Таня была отзывчивая и часто давала за «так», а малолеток и вовсе жалела, обучала нежной науке в теплых парадняках, – отшвыривала тлеющий окурок, заливаясь румянцем, прикрывала веки и устраивалась поудобней на грязных ступеньках.

Шальная, на спор могла спуститься с девятого на первый, естественно, голая, в одних чулках, чувство стыда было неведомо ей, – а вот жалости – да, – таращилась безгрешными своими васильковыми глазищами, щепоткой прикладывала пальцы к груди, причитала по-бабьи, – добрый ты дурачок, намаешься с нашим братом…

Совсем бы пропала «хромая невеста», если б не повстречался на ее пути пожилой фотограф, любитель клубнички, и не сделал бы из Таньки настоящую блядь, – не вокзальную дешевку, дающую всем без разбора, а дорогую гейшу в расшитом драконами шелковом кимоно.

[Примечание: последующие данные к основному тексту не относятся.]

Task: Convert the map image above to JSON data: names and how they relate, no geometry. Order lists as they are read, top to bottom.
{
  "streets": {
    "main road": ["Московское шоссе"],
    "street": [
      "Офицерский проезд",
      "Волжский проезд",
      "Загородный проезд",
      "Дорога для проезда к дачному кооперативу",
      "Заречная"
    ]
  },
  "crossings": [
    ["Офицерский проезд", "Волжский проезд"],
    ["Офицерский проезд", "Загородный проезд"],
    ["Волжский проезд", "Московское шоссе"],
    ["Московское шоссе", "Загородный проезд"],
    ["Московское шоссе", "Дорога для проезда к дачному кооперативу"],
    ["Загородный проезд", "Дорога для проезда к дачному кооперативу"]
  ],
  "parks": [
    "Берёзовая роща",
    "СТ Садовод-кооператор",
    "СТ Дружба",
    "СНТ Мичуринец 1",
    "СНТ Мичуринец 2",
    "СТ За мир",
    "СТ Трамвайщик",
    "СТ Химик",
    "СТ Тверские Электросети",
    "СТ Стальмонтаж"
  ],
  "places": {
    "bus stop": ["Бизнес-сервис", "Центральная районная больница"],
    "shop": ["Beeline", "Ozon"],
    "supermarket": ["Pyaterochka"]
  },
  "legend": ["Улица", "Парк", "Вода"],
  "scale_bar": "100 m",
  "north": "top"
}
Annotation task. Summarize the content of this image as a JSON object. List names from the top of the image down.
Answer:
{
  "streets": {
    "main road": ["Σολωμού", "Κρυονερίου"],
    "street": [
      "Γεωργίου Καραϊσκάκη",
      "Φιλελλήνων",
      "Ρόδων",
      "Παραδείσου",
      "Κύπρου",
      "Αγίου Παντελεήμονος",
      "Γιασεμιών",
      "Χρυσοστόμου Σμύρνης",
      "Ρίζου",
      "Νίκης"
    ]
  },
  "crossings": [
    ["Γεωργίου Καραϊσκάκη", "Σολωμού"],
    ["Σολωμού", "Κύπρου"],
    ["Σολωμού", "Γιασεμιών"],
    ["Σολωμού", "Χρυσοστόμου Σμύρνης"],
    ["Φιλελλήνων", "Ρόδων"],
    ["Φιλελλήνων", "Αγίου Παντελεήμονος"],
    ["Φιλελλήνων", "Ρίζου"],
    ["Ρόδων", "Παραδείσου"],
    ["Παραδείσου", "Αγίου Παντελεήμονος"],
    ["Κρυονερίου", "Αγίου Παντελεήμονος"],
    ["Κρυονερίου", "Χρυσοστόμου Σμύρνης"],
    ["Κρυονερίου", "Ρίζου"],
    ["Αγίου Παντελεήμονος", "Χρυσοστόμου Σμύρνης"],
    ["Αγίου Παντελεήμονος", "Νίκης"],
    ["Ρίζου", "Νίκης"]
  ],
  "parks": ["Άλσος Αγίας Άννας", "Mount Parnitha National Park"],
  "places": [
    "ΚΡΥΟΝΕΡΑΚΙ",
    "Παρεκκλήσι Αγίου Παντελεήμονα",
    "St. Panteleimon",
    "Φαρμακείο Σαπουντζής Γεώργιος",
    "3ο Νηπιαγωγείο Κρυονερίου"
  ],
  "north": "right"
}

Таня была шальная, но добрая, подкармливала приблудных псов, носила на свалку за новыми домами кости, обрезки и прочую требуху, трепала по свалявшимся загривкам, вздыхала над ними, – их тоже бросили, как меня, слышь, салажонок, – возьми себе вон того, одноухого, совсем ведь пропадет, – одноухий, похожий на медвежонка, бодался круглой головой и смешно попискивал.

Хромую гейшу помнишь? – еще бы не помнить, – оказывается, они видели один и тот же двор, и свалку за новостройкой, только из разных окон, – он – с северо-западной стороны, – она – с юго-восточной.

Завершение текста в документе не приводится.